FMCG firms' CSR spend up by 57pc
As more and more companies publish their annual reports, the gradual swelling of the Corporate Social Responsibility (CSR) kitty is evident from the numbers. Consumer goods companies' share to CSR rose by 57% in 2014-15, in its first year of implementation as under Companies Act 2013.
Six major companies ITC Ltd, Hindustan Unilever Ltd, Nestle India Ltd, Godrej Consumer Products Ltd, Dabur Ltd, Emami Ltd spent Rs.343.2 crore during the year, mostly in health, nutrition, livelihoods and sanitation initiatives.
Leading the pack, the largest company by revenue, ITC Ltd had to double its CSR spending to Rs.214 crore to comply with the law. ITC's CSR itself accounted for 60% of the sector's total spending.
The cigarette maker spent largely on soil conservation (Rs.31.45 crore) and livelihood initiatives (Rs.28.53 crore) where it trains dairy farmers and help set up of modern milk collection networks, which lead to increase in income of farmers through enhanced productivity. The CSR rules, came into force on 1 April last year under the Companies Act 2013 and companies with a net worth of Rs.500 crore or more or revenue of at least Rs.1,000 crore or a net profit of Rs.5 crore in a given fiscal year should spend 2% of the profit of the last three years on CSR activities.
While most of the six firms were able to meet the 2% mandate and in fact spent a few lakhs more than needed, Swiss multinational, Nestle which is in eye of the Maggi-ban storm, not only missed meeting the 2% CSR spend by a wide margin, but also saw its CSR spend fall in 2014. (The company follows a calendar year of reporting).
According to its annual report, Nestle India had to spend Rs.30.7 crore in 2014, but it spent only Rs.8.5 crore in the year ended 31 December 2014. Its CSR spend fell by 64% from Rs.23.9 crore in 2013.

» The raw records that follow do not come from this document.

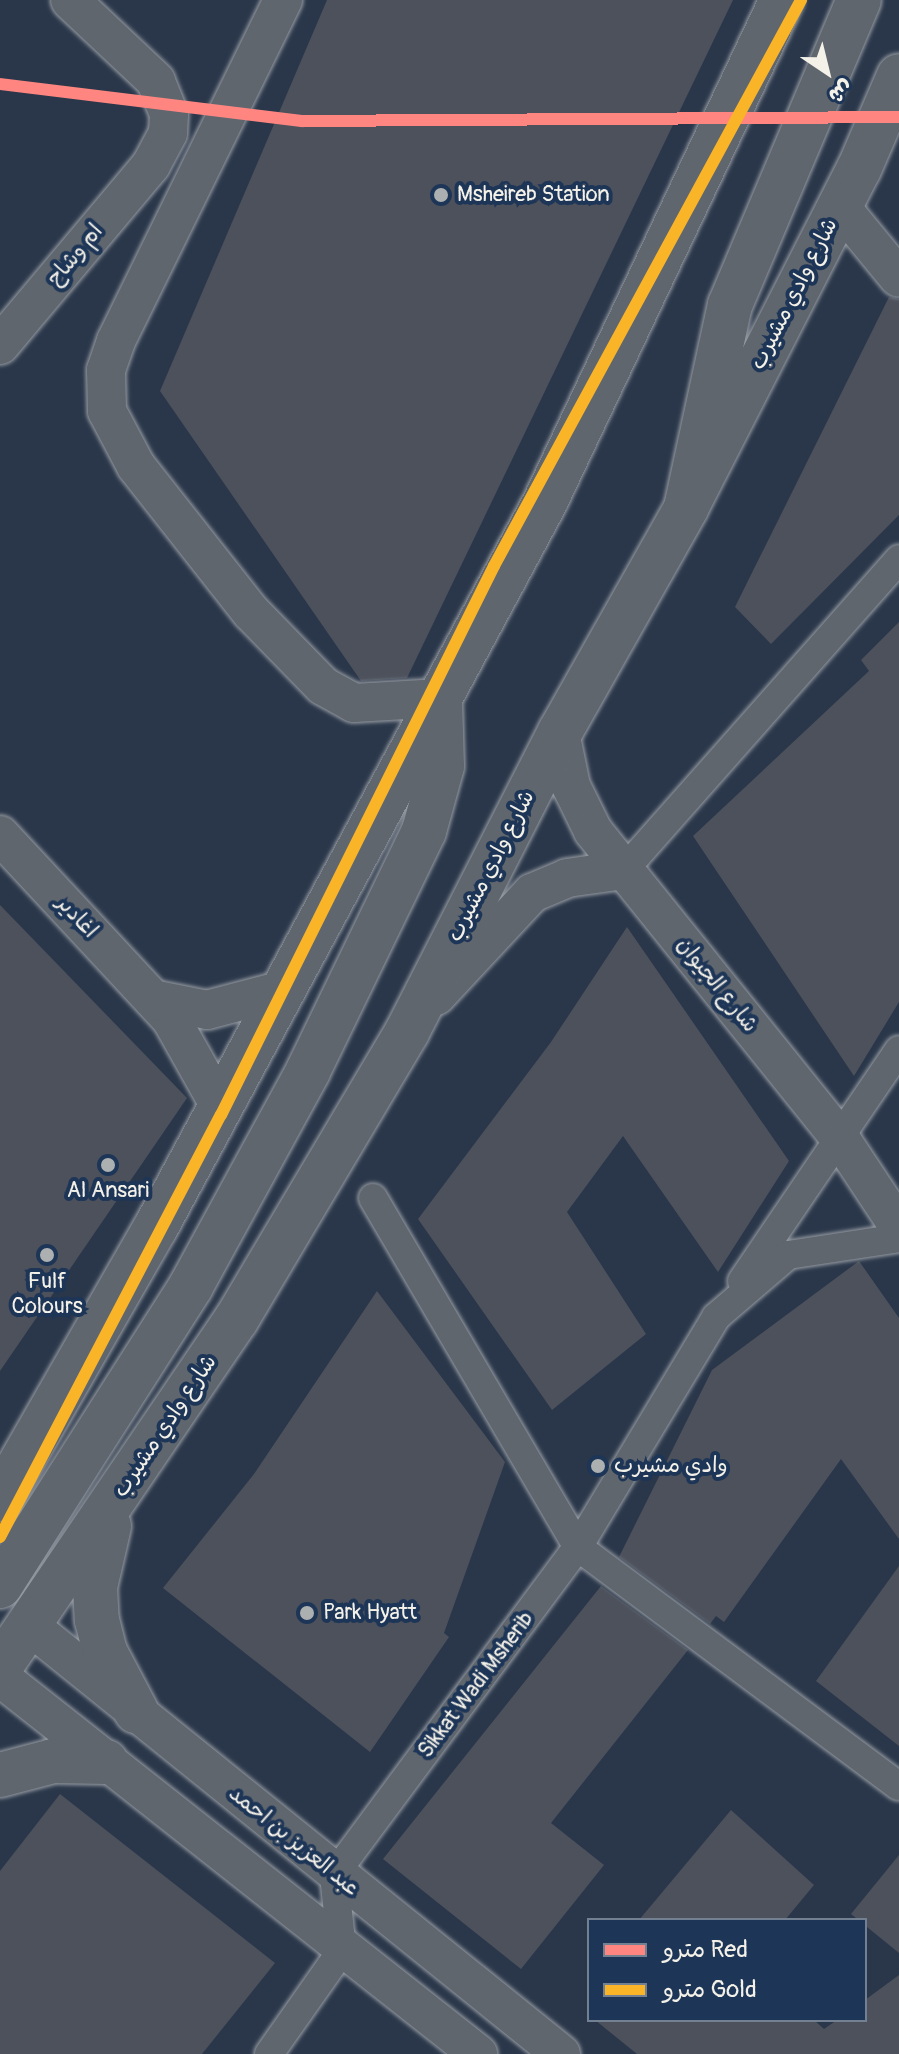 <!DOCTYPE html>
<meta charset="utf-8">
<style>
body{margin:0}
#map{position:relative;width:899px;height:2054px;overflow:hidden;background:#2a374a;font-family:Pangolin,"Playpen Sans Arabic",sans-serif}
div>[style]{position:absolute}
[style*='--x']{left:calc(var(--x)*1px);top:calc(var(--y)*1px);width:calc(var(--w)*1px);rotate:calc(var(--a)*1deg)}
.building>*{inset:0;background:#4c515c}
.roads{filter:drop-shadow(0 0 2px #979ca3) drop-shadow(0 0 2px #979ca3)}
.pedestrian>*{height:28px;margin:-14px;padding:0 14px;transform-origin:14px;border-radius:14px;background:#60666e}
.minor>*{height:38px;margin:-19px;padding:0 19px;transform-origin:19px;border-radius:19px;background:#60666e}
.tertiary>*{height:44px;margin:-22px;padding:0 22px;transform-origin:22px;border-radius:22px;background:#60666e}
.primary>*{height:44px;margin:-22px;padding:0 22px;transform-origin:22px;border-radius:22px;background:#60666e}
.metro-1>*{height:12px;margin:-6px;padding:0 6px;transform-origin:6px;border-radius:6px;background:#ff8580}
.metro-2>*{height:12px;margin:-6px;padding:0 6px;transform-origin:6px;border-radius:6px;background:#f9b428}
.dots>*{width:22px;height:22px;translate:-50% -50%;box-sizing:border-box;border:4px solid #1d3557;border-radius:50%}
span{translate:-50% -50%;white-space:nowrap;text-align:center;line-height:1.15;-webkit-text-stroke:8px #1d3557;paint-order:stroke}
.poi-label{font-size:22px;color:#f4f1e8}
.left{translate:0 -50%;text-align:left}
.street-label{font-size:22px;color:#f4f1e8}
.legend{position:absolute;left:587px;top:1918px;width:280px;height:104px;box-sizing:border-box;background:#1d3557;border:2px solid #738091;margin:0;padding:10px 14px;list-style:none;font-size:24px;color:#f4f1e8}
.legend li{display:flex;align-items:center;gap:16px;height:40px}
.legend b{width:40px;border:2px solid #738091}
.north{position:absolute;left:787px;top:32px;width:80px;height:80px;-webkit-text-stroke:6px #1d3557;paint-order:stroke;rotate:145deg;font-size:22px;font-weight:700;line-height:32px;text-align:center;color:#f4f1e8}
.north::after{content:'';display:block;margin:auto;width:28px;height:36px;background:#f4f1e8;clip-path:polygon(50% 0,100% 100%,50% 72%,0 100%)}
</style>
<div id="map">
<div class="building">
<div style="clip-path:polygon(327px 0,733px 0,407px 678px,361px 681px,160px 391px)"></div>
<div style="clip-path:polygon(889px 297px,899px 299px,899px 515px,771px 644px,735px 607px)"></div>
<div style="clip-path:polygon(899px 622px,899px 1002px,854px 1076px,693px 836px,869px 671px,861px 660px)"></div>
<div style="clip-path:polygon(0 905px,187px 1098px,0 1371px)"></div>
<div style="clip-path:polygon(627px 927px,789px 1161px,718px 1272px,623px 1136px,567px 1212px,646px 1334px,552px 1410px,418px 1219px,551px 1042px)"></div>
<div style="clip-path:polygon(859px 1261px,899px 1318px,899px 1539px,841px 1459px,724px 1622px,716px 1616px,710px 1624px,619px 1557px,712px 1370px)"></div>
<div style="clip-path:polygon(377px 1291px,505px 1462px,444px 1633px,449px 1637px,370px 1752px,163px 1588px,254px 1474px)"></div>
<div style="clip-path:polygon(899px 1566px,899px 1746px,816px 1681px)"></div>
<div style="clip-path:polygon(601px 1586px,688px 1650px,551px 1823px,604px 1865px,521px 1969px,383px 1859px)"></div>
<div style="clip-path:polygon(60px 1794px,275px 1963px,202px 2054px,0 2054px,0 1871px)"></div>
<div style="clip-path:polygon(731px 1810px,814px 1885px,785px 1920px,639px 1920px)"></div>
<div style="clip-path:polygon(899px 1855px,899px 1953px,851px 1914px)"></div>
<div style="clip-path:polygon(899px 1975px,899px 2054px,637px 2054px,595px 2020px,814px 2020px,824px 2029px,837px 2020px,865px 2020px,865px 2000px)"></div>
</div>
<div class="roads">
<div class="pedestrian">
<div style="--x:624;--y:870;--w:415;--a:-48.5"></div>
<div style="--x:373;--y:1198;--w:405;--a:59.6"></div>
<div style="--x:578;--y:1547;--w:400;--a:36.7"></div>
<div style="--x:742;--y:1281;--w:279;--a:-55.8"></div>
<div style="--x:269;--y:2054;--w:127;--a:-54.9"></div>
<div style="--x:342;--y:1950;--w:75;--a:-96.1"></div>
<div style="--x:334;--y:1875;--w:409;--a:-53.4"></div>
<div style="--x:578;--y:1547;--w:268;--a:-59"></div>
<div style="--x:716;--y:1317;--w:95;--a:-40.7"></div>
<div style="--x:788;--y:1255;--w:112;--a:-8.7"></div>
</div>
<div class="minor">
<div style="--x:283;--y:0;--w:380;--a:116.1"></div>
<div style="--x:116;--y:341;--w:31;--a:109"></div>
<div style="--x:106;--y:370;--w:41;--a:88.6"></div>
<div style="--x:107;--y:411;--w:62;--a:62.2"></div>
<div style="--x:136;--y:466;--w:186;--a:51.8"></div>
<div style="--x:251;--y:612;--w:103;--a:45.8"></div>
<div style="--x:323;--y:686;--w:35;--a:29"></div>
<div style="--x:354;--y:703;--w:86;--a:-3.3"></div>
<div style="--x:839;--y:205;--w:94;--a:50.6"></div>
<div style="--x:0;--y:345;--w:235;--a:-50"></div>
<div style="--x:151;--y:165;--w:36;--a:-62"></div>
<div style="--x:168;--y:133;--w:19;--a:-87"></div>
<div style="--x:169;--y:114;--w:35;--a:-112"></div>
<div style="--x:156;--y:81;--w:118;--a:-136.7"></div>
<div style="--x:560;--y:732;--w:55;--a:78.5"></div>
<div style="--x:571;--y:786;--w:50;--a:63.9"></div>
<div style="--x:593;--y:831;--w:398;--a:51.2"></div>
<div style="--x:842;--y:1141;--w:103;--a:56.5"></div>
<div style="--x:0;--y:835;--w:251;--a:47.1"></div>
<div style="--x:171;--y:1019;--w:102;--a:60.7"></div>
<div style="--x:436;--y:996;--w:141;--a:-47"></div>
<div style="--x:532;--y:893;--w:38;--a:-23"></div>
<div style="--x:567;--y:878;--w:58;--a:-8"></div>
<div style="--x:153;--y:999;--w:55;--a:11.5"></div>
<div style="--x:207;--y:1010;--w:79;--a:-14.7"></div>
<div style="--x:30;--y:1626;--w:682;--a:38.87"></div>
<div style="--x:0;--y:1677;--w:609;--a:38.26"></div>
</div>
<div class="tertiary">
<div style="--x:0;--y:1499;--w:314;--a:-60.2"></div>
<div style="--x:156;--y:1227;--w:823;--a:-61.78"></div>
<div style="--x:545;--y:502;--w:555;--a:-64.73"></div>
<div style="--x:109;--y:1526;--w:63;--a:102.9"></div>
<div style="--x:95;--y:1587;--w:33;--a:87"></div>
<div style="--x:97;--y:1620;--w:33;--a:76"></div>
<div style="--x:105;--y:1652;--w:67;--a:62.3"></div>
<div style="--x:0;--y:1586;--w:356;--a:-57.5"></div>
<div style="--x:191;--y:1286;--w:245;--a:-61.4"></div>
<div style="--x:308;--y:1071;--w:267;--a:-64.2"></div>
<div style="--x:424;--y:831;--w:67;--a:-74.5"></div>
<div style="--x:442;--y:766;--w:68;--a:-91.7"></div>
<div style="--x:0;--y:1667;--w:420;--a:-55.8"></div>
<div style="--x:236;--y:1320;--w:335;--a:-59.3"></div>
<div style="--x:407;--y:1032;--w:337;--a:-63"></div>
<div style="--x:560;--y:732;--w:257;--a:-60.6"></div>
<div style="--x:686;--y:508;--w:381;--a:-63"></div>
<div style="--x:859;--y:169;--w:101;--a:-66.7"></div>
<div style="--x:0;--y:1775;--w:55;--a:-14.8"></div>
<div style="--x:53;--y:1761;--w:53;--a:1.1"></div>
</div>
<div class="primary">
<div style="--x:686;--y:508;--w:208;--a:-77.8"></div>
<div style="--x:730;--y:305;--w:331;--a:-67.1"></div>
</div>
</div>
<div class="metro-1">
<div style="--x:0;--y:84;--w:304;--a:7"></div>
<div style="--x:302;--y:121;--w:597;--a:-0.38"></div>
</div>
<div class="metro-2">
<div style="--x:0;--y:1537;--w:476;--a:-62.4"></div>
<div style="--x:221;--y:1115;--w:613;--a:-63.56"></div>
<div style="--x:494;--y:566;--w:644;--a:-61.52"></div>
</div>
<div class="dots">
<div style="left:441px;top:195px;background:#adb0b1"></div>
<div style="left:108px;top:1165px;background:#adb0b1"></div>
<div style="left:47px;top:1255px;background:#adb0b1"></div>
<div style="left:598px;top:1466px;background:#adb0b1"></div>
<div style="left:307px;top:1613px;background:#adb0b1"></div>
</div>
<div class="poi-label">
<span class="left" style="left:457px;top:195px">Msheireb Station</span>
<span style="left:108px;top:1191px">Al Ansari</span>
<span style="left:47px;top:1294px">Fulf<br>Colours</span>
<span class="left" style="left:614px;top:1466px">وادي مشيرب</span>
<span class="left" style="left:323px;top:1613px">Park Hyatt</span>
</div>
<div class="street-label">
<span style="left:75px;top:255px;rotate:-50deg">ام وشاح</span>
<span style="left:794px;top:294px;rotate:-63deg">شارع وادي مشيرب</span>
<span style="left:491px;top:866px;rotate:-63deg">شارع وادي مشيرب</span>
<span style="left:77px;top:917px;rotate:47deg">اغادير</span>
<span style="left:717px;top:985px;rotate:51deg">شارع الجيوان</span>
<span style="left:165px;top:1426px;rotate:-56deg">شارع وادي مشيرب</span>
<span style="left:476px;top:1685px;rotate:-53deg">Sikkat Wadi Msherib</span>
<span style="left:294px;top:1841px;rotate:39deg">عبد العزيز بن احمد</span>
</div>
<ul class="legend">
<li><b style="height:10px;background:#ff8580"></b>مترو Red</li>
<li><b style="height:10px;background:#f9b428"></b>مترو Gold</li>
</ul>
<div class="north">ش</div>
</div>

Of the Rs.8.5 crore it spent, Rs.5 crore went to the Swach Bharat Kosh set up by the Central Government for the promotion of sanitation and making available safe drinking water. It spent Rs.1.5 crore on raising nutritional awareness among government school children around its eight manufacturing units in Haryana, Tamil Nadu, Goa among others.
"Nestle would do well to focus on good nutrition practices for CSR especially given the controversy they are facing and the fact that 60% of Indian children are wasted, stunted, underweight or a combination of the above," says Priya Naik , founder of Samhita Social Ventures, a CSR consulting firm. Initially, they may face backlash for it because of the Maggi controversy, but given their core competencies, they could make a very valuable contribution to the malnutrition challenges that we are facing as a country, adds Naik.
As a way of explanation of why Nestle did not meet the mandate, in its annual report it said: "The company has been implementing societal activities since many decades. As per the strict interpretation of the new CSR rules, some of these initiatives may not be eligible under the 2% CSR spend."
It also said it has ensured that the cumulative spend on societal activities is over 2% "Over the years in accordance with Nestlé's way of doing business, the Company has spent on the welfare of society in activities including 'Water',' Nutrition', and 'Rural Development'. Cumulative spend on welfare of society and CSR during 2014 was above that prescribed under Companies Act 2013.
With the applicability of the Companies Act 2013 from April, 2014, the spends during the year 2014 which qualify as CSR together with commitments already made during 2014 was around 1%. It is planned to step up this spend in a staggered manner in the coming years.," said a Nestle spokesperson adding that the details are disclosed Director's Report annexed in the Annual Report 2014.